───── MATERIAL TO PROCESS

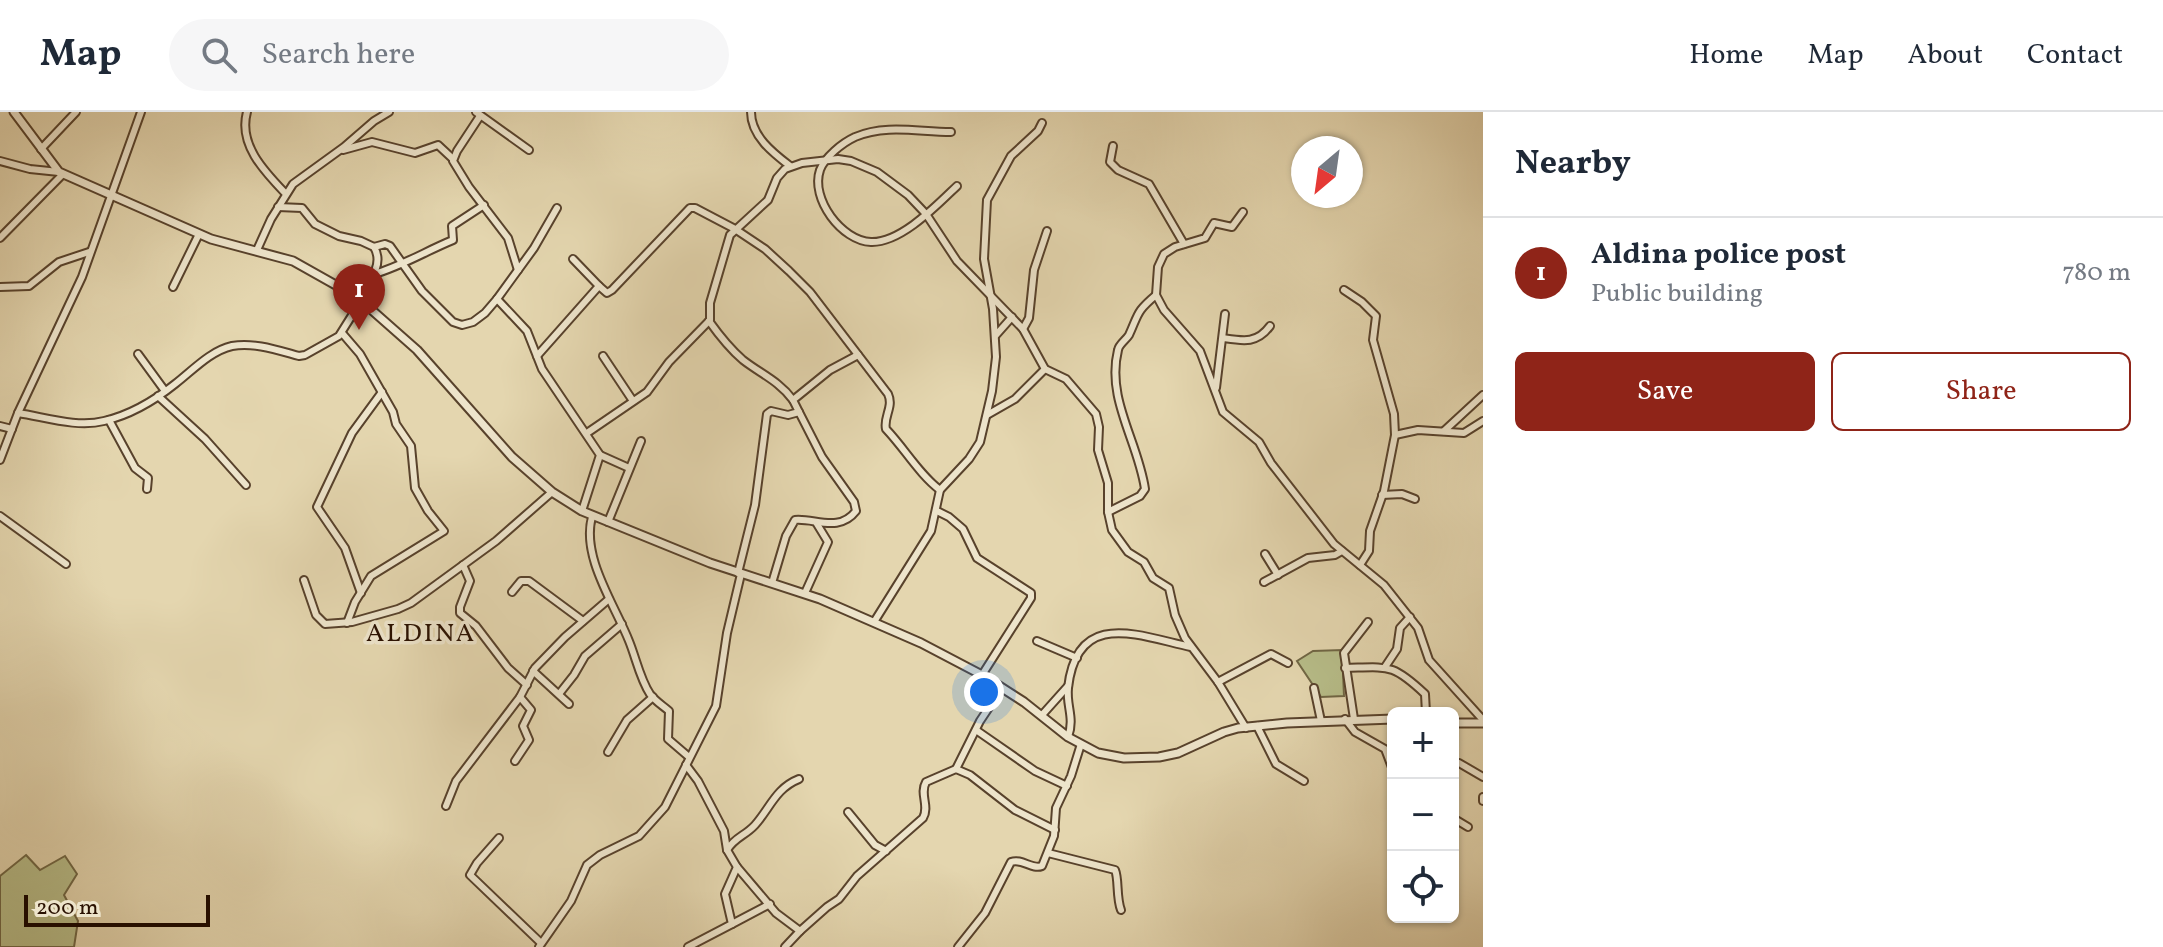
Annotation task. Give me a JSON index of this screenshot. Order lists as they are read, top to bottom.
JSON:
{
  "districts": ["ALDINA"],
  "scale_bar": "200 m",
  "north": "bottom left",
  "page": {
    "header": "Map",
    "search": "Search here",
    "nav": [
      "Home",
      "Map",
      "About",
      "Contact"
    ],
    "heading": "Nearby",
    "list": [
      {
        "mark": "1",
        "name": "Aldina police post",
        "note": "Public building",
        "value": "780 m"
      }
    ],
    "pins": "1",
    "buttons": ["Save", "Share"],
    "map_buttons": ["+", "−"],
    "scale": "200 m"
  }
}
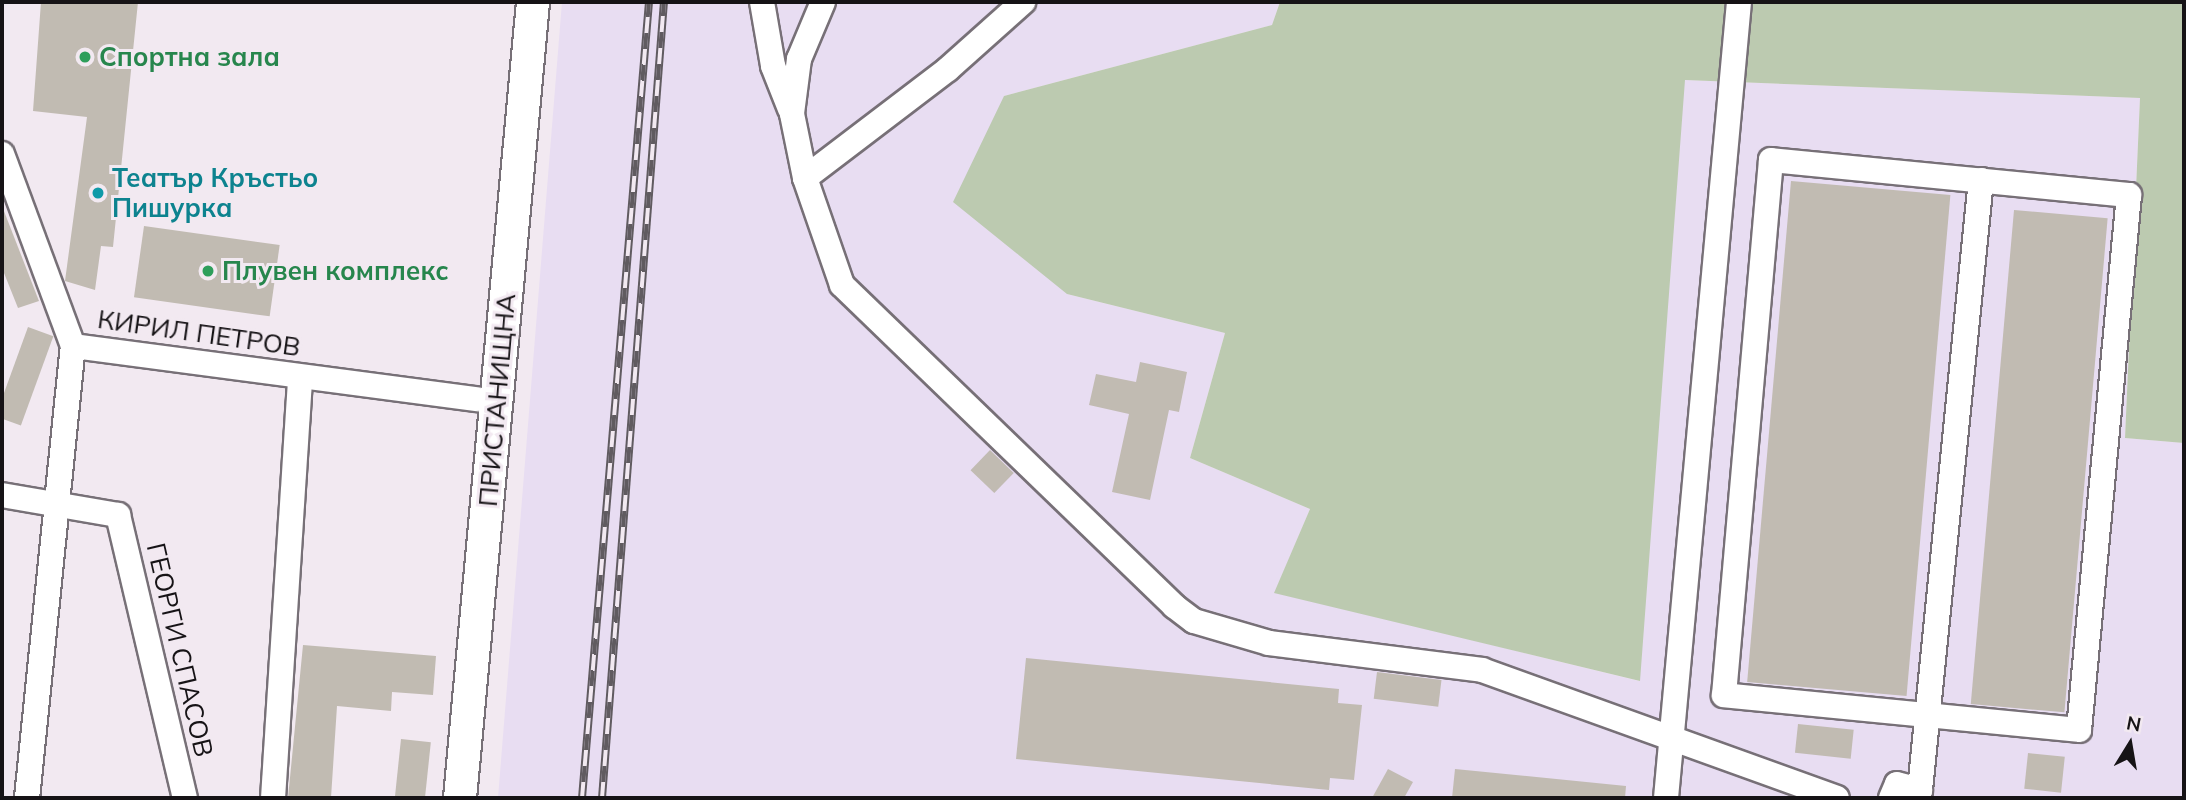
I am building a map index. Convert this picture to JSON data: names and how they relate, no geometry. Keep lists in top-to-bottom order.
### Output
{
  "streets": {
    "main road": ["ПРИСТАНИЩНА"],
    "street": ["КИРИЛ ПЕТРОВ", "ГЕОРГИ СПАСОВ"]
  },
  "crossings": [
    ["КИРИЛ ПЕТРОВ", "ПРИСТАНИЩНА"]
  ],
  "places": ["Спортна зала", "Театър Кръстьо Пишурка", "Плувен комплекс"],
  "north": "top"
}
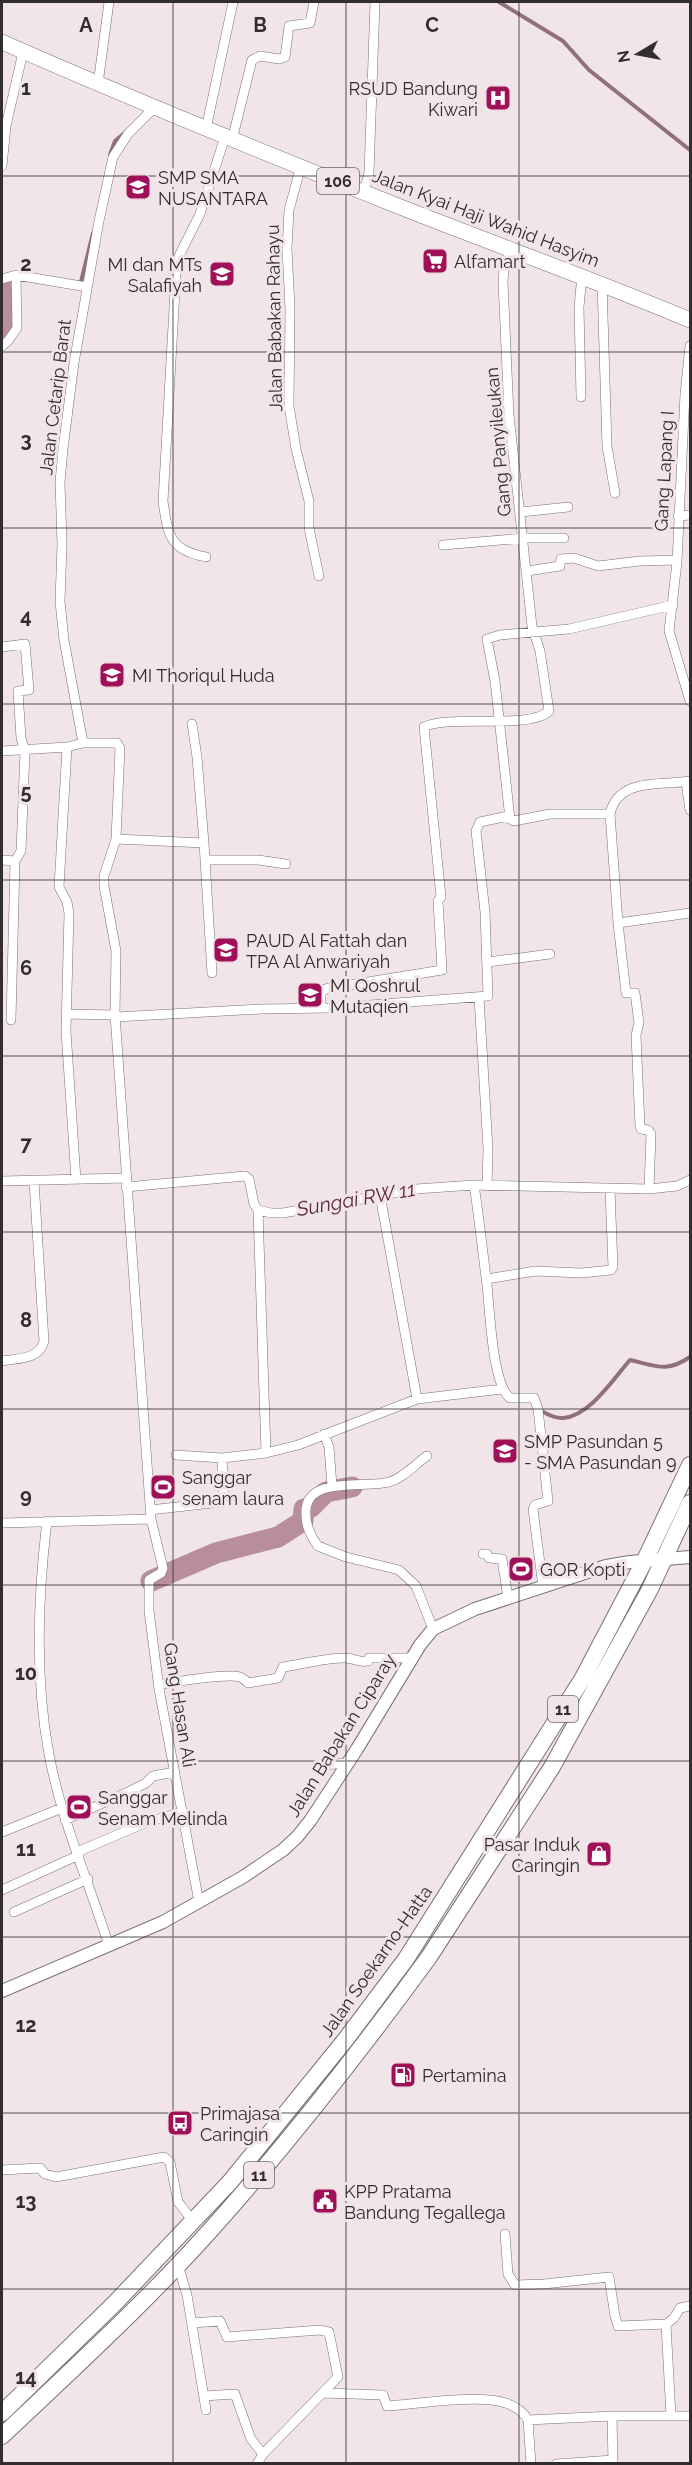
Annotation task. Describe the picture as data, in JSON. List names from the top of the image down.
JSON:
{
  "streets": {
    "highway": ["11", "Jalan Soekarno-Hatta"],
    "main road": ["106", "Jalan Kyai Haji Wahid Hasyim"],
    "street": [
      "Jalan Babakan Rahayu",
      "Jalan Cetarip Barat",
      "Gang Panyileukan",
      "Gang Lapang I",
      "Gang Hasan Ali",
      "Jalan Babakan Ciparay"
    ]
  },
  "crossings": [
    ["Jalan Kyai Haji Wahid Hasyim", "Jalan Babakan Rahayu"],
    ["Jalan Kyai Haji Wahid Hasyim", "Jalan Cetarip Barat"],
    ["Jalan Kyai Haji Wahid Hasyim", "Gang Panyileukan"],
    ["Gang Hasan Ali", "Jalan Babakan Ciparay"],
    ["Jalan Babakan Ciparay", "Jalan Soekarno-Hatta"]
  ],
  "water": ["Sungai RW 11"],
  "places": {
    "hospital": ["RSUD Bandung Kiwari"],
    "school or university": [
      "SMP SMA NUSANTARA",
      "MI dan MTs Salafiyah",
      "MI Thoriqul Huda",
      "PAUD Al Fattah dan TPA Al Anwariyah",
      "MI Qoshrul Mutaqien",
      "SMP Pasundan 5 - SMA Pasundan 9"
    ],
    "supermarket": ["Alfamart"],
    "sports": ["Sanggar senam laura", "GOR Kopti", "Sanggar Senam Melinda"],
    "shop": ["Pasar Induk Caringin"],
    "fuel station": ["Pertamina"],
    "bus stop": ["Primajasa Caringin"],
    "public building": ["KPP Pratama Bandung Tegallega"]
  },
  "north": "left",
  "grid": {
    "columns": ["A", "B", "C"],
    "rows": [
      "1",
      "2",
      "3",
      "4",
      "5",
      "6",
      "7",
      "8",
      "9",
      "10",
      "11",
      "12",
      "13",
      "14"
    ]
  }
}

──────────

Start with the first line of the records above and end with the line containing "I am building". Output those lines exactly, pictures excluded.

### YOUR RESPONSE
Annotation task. Give me a JSON index of this screenshot. Order lists as they are read, top to bottom.
JSON:
{
  "districts": ["ALDINA"],
  "scale_bar": "200 m",
  "north": "bottom left",
  "page": {
    "header": "Map",
    "search": "Search here",
    "nav": [
      "Home",
      "Map",
      "About",
      "Contact"
    ],
    "heading": "Nearby",
    "list": [
      {
        "mark": "1",
        "name": "Aldina police post",
        "note": "Public building",
        "value": "780 m"
      }
    ],
    "pins": "1",
    "buttons": ["Save", "Share"],
    "map_buttons": ["+", "−"],
    "scale": "200 m"
  }
}
I am building a map index. Convert this picture to JSON data: names and how they relate, no geometry. Keep lists in top-to-bottom order.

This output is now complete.